Unable to get HTTPS using Traefik as reverse proxy

Traefik Traefik v2
1

My setup is easy. I have an application and, instead of accessing it directly by exposing its ports, I want to use Traefik. This is my docker-compose.yml file:

version: "3.8"

services:
  traefik:
    image: traefik:v2.9.1
    command:
      - --entrypoints.web.address=:80
      - --entrypoints.web-secure.address=:443 
      - --providers.docker=true
      - --providers.file.directory=/config/
      - --providers.file.watch=true

    ports:
      - "80:80"
      - "443:443"
    volumes:
      - type: bind
        source: /var/run/docker.sock
        target: /var/run/docker.sock
        read_only: true
      - type: bind
        source: ./config
        target: /config/

  my_app:
    image: nginx:1.23.1
    volumes:
      - ./update/nginx.conf:/etc/nginx/conf.d/default.conf
      - ./update/ssl:/certs/
    labels:
      - "traefik.http.routers.my_app.rule=Host(`update.code.es`)"

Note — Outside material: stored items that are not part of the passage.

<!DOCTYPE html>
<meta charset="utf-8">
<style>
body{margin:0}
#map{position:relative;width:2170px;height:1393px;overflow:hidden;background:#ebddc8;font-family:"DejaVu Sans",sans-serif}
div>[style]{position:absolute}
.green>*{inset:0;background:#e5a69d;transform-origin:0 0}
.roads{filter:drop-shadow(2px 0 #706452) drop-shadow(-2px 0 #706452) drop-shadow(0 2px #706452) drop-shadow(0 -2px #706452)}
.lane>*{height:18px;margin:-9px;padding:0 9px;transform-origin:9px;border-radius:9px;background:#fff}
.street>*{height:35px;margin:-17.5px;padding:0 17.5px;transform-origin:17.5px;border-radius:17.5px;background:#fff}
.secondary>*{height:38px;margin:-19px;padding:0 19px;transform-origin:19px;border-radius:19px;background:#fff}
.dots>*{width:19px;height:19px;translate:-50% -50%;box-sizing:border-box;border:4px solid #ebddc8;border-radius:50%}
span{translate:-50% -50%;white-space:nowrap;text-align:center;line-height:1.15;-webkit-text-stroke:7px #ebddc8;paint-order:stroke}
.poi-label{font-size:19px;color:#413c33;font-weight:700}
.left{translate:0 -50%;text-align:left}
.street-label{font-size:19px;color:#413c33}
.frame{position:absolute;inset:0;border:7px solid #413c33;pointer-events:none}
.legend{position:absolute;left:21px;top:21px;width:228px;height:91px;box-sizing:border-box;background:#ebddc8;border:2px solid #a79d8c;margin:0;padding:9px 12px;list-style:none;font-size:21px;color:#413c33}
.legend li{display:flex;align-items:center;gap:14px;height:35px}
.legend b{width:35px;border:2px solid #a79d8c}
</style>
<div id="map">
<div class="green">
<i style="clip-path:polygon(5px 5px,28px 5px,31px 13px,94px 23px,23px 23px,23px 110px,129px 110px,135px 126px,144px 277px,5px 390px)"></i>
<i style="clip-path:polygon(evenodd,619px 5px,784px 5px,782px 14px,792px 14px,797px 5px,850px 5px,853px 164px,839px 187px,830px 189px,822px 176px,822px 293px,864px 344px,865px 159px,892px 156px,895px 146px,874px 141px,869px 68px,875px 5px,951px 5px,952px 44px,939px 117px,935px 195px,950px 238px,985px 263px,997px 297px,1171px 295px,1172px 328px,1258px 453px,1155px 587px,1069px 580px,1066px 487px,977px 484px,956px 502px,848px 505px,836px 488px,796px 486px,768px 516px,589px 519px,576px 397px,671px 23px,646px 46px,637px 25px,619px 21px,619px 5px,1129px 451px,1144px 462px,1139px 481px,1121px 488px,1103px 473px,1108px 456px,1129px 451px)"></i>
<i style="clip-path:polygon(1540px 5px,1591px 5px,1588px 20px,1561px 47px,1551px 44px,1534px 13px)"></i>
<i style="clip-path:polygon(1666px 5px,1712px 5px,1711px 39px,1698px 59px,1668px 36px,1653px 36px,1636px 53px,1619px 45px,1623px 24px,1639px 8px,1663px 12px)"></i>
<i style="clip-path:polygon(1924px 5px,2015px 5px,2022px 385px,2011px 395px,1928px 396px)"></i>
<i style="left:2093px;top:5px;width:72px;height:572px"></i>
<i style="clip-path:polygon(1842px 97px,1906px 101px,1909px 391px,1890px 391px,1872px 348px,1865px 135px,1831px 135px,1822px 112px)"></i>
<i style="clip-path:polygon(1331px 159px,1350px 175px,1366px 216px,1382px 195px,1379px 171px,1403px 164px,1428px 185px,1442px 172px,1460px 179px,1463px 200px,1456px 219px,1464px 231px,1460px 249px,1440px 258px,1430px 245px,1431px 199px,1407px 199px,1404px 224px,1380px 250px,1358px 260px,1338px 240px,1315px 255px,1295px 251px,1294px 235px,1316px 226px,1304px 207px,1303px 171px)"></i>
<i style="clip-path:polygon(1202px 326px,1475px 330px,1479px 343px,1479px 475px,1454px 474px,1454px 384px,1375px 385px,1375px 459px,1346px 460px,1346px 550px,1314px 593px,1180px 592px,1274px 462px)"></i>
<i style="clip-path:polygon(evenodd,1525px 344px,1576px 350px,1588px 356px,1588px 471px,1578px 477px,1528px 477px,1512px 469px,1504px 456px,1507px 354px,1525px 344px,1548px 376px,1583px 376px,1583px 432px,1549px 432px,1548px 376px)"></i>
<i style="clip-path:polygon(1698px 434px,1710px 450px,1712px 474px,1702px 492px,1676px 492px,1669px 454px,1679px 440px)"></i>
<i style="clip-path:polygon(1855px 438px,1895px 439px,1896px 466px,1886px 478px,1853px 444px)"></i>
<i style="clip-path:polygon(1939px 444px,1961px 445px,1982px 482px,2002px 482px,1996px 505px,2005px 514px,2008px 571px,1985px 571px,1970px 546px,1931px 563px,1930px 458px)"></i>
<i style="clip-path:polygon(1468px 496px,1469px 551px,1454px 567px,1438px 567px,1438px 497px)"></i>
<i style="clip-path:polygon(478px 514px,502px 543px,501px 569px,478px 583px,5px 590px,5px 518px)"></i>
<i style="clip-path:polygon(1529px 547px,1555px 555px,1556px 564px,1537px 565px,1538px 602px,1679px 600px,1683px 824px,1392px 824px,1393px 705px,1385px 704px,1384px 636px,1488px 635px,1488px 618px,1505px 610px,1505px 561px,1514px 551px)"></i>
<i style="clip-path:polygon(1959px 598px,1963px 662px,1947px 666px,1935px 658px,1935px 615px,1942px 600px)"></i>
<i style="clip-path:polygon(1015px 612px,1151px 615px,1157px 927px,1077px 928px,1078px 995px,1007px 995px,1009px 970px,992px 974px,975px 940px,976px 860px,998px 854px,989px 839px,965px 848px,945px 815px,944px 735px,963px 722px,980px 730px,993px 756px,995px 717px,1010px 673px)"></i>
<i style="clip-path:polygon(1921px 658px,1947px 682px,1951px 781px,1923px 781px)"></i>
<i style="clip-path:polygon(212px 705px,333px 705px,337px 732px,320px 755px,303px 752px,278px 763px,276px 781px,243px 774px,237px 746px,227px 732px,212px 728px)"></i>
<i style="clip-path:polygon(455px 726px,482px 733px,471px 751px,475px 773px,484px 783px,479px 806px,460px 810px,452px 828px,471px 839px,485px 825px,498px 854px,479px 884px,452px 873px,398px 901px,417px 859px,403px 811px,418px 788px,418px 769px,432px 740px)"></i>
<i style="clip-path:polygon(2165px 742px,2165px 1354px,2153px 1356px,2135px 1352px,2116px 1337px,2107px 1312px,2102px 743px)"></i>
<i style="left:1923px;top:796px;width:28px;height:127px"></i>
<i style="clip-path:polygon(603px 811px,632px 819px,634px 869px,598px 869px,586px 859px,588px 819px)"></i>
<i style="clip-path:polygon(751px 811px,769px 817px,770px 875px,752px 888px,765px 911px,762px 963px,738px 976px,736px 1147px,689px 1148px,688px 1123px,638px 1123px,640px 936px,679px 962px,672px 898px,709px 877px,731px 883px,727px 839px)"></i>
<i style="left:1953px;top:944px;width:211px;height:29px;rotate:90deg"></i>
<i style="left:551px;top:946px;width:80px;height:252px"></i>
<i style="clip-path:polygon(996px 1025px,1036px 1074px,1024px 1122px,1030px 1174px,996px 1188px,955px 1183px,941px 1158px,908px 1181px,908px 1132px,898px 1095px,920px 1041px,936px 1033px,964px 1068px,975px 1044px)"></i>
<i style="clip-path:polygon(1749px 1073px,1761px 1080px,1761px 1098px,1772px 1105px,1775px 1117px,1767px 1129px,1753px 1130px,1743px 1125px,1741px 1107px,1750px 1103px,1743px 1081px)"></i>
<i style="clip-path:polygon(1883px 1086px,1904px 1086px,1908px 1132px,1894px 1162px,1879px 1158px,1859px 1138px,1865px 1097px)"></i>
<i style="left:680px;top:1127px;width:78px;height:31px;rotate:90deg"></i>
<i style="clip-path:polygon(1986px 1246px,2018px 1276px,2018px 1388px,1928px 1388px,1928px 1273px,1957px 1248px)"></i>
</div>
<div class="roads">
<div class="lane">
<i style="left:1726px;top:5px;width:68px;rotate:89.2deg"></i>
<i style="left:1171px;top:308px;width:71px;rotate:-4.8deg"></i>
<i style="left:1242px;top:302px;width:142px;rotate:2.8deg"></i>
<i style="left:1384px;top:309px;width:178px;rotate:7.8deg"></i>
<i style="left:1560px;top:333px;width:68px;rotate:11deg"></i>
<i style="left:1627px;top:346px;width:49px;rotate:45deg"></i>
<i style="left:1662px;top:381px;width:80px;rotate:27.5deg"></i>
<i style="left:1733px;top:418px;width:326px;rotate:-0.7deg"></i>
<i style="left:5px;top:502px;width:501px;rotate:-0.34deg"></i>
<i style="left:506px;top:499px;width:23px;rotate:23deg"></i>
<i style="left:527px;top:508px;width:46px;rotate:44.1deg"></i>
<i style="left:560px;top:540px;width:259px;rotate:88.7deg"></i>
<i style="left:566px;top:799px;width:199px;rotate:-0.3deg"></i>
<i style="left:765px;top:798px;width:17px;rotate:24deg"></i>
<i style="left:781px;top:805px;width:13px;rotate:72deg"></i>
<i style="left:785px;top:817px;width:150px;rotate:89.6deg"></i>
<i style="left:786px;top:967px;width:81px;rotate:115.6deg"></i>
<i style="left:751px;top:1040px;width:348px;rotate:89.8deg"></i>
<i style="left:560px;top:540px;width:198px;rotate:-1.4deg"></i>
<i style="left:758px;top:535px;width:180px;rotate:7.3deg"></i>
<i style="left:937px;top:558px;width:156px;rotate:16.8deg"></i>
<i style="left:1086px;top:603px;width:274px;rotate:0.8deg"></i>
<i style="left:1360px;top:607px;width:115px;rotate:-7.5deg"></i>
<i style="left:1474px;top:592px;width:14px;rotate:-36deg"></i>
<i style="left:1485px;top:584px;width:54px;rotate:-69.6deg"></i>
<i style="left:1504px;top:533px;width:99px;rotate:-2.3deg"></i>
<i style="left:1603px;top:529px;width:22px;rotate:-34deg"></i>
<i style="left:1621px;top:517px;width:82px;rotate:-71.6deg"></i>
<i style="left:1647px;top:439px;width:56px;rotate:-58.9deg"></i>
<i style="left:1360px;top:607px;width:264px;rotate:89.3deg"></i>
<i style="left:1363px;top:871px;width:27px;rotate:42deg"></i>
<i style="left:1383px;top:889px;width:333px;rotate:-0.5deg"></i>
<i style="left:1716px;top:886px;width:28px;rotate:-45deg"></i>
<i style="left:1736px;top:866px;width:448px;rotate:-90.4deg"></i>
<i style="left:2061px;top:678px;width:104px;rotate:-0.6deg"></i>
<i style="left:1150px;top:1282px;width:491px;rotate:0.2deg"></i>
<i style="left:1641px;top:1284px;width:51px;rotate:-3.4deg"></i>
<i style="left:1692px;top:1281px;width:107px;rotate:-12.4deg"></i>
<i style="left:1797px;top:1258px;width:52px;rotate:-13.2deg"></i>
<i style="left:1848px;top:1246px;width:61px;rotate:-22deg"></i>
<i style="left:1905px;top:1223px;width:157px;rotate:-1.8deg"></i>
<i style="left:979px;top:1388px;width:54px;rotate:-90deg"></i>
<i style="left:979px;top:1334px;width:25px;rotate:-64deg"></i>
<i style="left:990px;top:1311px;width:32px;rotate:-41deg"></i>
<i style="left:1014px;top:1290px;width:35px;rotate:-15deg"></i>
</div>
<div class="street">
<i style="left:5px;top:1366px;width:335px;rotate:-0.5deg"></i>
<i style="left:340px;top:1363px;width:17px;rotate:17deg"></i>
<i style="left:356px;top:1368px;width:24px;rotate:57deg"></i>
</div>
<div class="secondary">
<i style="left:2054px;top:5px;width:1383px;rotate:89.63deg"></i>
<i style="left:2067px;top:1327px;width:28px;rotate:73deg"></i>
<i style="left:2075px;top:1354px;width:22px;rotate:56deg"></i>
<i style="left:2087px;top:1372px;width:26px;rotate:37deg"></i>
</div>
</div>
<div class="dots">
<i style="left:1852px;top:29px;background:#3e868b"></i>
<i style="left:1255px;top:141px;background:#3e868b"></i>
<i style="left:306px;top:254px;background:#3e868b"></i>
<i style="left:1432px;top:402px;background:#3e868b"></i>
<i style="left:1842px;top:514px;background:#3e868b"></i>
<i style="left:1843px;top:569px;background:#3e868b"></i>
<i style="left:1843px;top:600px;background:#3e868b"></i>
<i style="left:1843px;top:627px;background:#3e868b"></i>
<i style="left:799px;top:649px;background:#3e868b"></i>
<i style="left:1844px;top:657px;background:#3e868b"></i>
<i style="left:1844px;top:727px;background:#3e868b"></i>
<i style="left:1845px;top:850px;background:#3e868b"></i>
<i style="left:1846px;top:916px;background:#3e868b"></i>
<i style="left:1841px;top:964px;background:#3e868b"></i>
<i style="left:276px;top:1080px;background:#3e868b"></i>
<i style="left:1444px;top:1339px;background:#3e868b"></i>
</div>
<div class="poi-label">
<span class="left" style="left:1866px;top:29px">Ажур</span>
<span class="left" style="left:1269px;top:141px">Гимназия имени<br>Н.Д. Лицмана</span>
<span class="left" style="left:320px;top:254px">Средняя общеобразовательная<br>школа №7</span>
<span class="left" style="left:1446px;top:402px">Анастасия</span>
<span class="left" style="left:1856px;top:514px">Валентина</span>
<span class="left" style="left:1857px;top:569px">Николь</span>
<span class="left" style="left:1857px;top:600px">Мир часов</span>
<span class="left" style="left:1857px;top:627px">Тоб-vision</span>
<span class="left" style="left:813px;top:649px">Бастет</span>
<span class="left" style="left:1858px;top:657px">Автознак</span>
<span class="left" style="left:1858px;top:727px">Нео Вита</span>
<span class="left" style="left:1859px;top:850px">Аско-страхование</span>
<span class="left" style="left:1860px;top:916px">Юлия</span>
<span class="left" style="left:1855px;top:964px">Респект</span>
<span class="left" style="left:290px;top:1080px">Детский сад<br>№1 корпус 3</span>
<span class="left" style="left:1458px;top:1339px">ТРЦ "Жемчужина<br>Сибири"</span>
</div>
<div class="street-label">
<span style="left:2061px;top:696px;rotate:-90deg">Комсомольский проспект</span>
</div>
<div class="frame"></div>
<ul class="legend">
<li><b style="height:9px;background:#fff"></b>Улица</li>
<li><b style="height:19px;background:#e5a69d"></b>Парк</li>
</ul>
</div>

and my nginx.conf file is just:

server {
   listen 443 ssl http2;
   listen [::]:443 ssl http2;

   server_name update.code.es;

   ssl_certificate /certs/update.code.es.crt;
   ssl_certificate_key /certs/update.code.es.key;

   access_log /access.log;
   error_log /error.log;

   return 200 "This is the TLS place\n";
}
server {
   listen 80;
   listen [::]:80;

   access_log /access.log;
   error_log /error.log;

   server_name update.code.es;
   return 200 "This is the NON-TLS place\n";
}

finally, the config folder contains the private key and the certificate of my update service and the certificates.ymlfile:

tls:
  certificates:
    - certFile: /config/marketplace.com.crt
      keyFile: /config/marketplace.com.key

If I launch my update app (exposing the ports, of course), I can access HTTP and HTTPS:

$ curl http://update.code.es
This is the NON-TLS place
$ curl https://update.code.es
This is the TLS place

If I launch the docker-compose as shown above, docker compose up I can still access HTTP but I get the following with HTTPS:

$ curl https://update.code.es
404 page not found

Although, I have been working the whole weekend on this, reading the documentation and checking examples, I haven't found the solution for this. I don't want Traefik to make any redirection to https, I don't need Let's Encrypt or any other credentials resolvers ... I just want Traefik to pass my https request to my update container as it is. So, the label:

 - "traefik.http.routers.my_app.rule=Host(`update.code.es`)"

should be enough. Most probably, I am not understanding at all how Traefik works. Please, somebody could help? Thanks.

2

Which container should decode your TLS connection? Traefik does TLS and your app only plain HTTP?

  1. enable TLS for entrypoint
  2. indicate loadbalancer port 80 via your app labels
3

Thank you very much for your answer bluepuma77. I'm still struggling with it. Reading my question again, I realize that I put a bad example. I just have a bunch of Docker containers listening at port 443. For them, I have signed certificates by a local CA, I am in an air gaped network. I just want Traefik to behave like a transparent proxy that forwards external requests to the appropriate container for example using a rule like "traefik.http.routers.my_app.rule=Host(update.code.es)".